Lazar has always loved music. She began in the industry as a singer/songwriter, but soon found that she yearned for more control over the sound she was creating in the studio. It was then that she began to develop her skills as a mastering engineer.

“Once I started to understand it and get into it, I started to get very obsessed with being the best at it and learning how to really manipulate sound so that it pleased me,” she said.

But as a female in the field, Lazar faced some challenges.

“I can recall many times where I would go shopping for equipment [including professional recording equipment] and have people in all seriousness look at me and make an assumption that I would [end up saying] something about me shopping for a boyfriend or a husband,” she said. “There was no [thought about] what would I be doing in there buying these things [for myself].”

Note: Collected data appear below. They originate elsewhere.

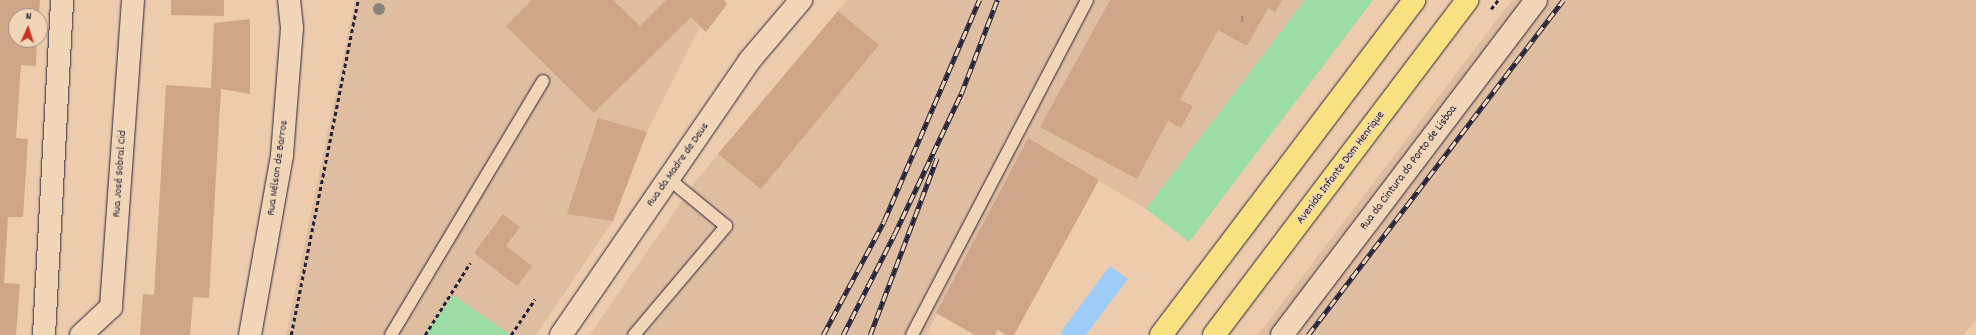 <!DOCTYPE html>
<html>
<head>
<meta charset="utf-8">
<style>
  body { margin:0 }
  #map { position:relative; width:1976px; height:335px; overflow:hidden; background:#ecccac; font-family:Dekko,sans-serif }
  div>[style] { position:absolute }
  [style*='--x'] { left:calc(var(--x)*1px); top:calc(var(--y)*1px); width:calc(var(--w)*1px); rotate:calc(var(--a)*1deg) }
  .built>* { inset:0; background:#dfbda0 }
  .green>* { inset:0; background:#9cdca5 }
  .water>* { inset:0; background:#9dccf9 }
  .building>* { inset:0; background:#cfa58a }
  .path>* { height:2.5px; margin-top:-1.25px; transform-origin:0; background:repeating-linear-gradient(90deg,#22223b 0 4px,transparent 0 7px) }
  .roads { filter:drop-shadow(0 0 1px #22223b) drop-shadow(0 0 1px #22223b) }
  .service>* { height:12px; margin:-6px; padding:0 6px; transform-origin:6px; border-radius:6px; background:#f0d6b7 }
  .minor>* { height:22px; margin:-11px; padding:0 11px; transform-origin:11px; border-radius:11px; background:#f0d6b7 }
  .tertiary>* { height:22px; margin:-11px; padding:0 11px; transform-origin:11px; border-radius:11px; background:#f0d6b7 }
  .primary>* { height:22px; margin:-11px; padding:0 11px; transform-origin:11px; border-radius:11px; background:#f8e181 }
  .rail>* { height:4.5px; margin-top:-2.25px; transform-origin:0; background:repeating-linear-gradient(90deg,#f0d6b7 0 9px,#22223b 0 18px); box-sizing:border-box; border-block:1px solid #22223b }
  .trees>* { width:12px; height:12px; margin:-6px; border-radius:50%; background:#8a8379 }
  span { translate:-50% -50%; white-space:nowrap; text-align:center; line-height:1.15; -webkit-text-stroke:3px #f0d6b7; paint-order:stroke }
  .number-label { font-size:10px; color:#4d434f }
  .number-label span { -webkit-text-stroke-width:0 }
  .street-label { font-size:12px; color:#22223b }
  .north { position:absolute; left:8px; top:8px; width:40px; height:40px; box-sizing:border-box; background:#f0d6b7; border:1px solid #9e8e85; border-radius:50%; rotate:3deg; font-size:11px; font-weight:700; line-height:16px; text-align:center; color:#22223b }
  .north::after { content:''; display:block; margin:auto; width:14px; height:18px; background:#c8321e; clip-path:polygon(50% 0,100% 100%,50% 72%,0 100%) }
</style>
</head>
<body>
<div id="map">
  <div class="built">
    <i style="clip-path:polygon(355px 0,724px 0,727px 4px,706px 32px,700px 27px,647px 132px,613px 221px,536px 335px,286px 335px)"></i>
    <i style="clip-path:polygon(847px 0,1305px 0,1146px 209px,1029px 139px,926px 335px,590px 335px,694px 183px)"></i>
    <i style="clip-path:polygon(1512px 0,1976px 0,1976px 320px,1963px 335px,1258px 335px)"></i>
  </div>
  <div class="green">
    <i style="clip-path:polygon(1305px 0,1373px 0,1189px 242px,1146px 209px)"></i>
    <i style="clip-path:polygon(453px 295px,511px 335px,425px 335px)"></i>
  </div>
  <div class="water">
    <i style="clip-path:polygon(1110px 266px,1128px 279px,1086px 335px,1063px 335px,1060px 333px)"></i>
  </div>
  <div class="building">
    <i style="clip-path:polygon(0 0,40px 0,39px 16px,16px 16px,16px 40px,37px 40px,36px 66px,21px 65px,16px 138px,28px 139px,23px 217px,8px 217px,4px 283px,20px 284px,16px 335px,0 335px)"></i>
    <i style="clip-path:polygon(171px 0,224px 0,224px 16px,171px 15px)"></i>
    <i style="clip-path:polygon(532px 0,613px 0,640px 26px,666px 0,724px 0,727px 4px,706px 32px,691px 17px,594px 113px,506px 26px)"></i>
    <i style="clip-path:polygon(1110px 0,1282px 0,1275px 12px,1268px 8px,1247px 46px,1218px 30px,1180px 100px,1193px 106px,1181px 128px,1168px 121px,1137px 179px,1040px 127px)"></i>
    <i style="clip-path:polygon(838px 11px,879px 45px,761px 189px,718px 154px)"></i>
    <i style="clip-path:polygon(250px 19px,250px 94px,221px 89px,209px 298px,193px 297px,190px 335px,140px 335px,143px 294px,154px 295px,166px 85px,211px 88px,214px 23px)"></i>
    <i style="clip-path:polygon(598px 118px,647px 132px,613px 221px,567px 214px)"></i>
    <i style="clip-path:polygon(1028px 138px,1099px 180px,1014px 335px,1006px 335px,998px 330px,995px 335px,975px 335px,936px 313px)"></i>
    <i style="clip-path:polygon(503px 214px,520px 227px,506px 246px,532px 266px,517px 286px,474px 253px)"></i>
  </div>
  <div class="path">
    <i style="--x:1491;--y:9;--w:11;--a:-52"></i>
    <i style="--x:291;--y:335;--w:342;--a:-78.7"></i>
    <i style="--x:425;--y:335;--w:85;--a:-58"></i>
    <i style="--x:511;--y:335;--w:43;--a:-56.3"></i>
  </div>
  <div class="roads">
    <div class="service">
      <i style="--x:391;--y:335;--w:296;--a:-59.1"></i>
      <i style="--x:634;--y:335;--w:143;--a:-49.8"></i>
      <i style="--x:726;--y:226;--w:74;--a:-140.5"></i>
      <i style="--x:912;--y:335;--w:378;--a:-62.4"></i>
    </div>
    <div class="minor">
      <i style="--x:44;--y:335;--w:335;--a:-86.9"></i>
      <i style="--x:81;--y:335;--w:41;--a:-43"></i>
      <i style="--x:111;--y:307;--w:308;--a:-85.9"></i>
      <i style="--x:1282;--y:335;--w:420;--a:-52.8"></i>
    </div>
    <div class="tertiary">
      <i style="--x:250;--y:335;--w:183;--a:-79.9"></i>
      <i style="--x:282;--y:155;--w:127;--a:-85.5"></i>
      <i style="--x:292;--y:28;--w:28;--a:-96"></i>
      <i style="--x:561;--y:335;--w:334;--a:-55.5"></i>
      <i style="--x:750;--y:60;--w:79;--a:-49.6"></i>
    </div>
    <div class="primary">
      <i style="--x:1161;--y:335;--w:420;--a:-52.9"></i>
      <i style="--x:1214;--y:335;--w:420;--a:-52.9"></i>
    </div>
  </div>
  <div class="rail">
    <i style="--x:823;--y:335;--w:129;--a:-61.8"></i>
    <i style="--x:884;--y:221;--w:241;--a:-66.7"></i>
    <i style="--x:843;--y:335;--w:112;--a:-63"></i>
    <i style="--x:894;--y:235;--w:156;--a:-64.6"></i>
    <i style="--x:961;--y:94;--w:101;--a:-69"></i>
    <i style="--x:870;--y:335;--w:189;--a:-69.3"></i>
    <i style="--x:1308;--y:335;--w:421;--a:-52.7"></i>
  </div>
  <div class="trees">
    <i style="left:379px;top:9px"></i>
  </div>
  <div class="number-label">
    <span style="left:1242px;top:21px">1</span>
  </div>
  <div class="street-label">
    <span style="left:678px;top:165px;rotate:-55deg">Rua da Madre de Deus</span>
    <span style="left:278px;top:168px;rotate:-82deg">Rua Nélson de Barros</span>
    <span style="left:1341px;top:168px;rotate:-53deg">Avenida Infante Dom Henrique</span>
    <span style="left:1409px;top:168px;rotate:-53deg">Rua da Cintura do Porto de Lisboa</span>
    <span style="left:120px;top:174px;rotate:-86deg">Rua José Sobral Cid</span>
  </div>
  <div class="north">N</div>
</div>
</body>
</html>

Lazar maintains that male or female, it’s the quality of a person’s skill set that should define his or her success. Still determined, she never let those difficult encounters stand in her way.

“One of the things I think I can inspire women to have is a real strong sense of self about what they want to do and a belief in their own skills,” she said.

Lazar says she hopes to see more inclusivity in an otherwise highly male-dominated field. During her Grammy acceptance speech, she said, “she’s in the mix,” which was a reference to the Recording Academy’s Producer and Engineering Inclusion Initiative. According to the Academy’s February announcement, the “unprecedented new initiative…aims to expand opportunities for female music producers and engineers.”

It’s those kinds of advances, along with historic “firsts” achieved by women in every field that gives Lazar hope for the future.

“I’m very involved in trying to help steer the ship to a place where it is inclusive and everyone is being heard and has the opportunities that I didn’t have,” she said. “But I really believe that we’re getting somewhere better and I’m hoping that we do.”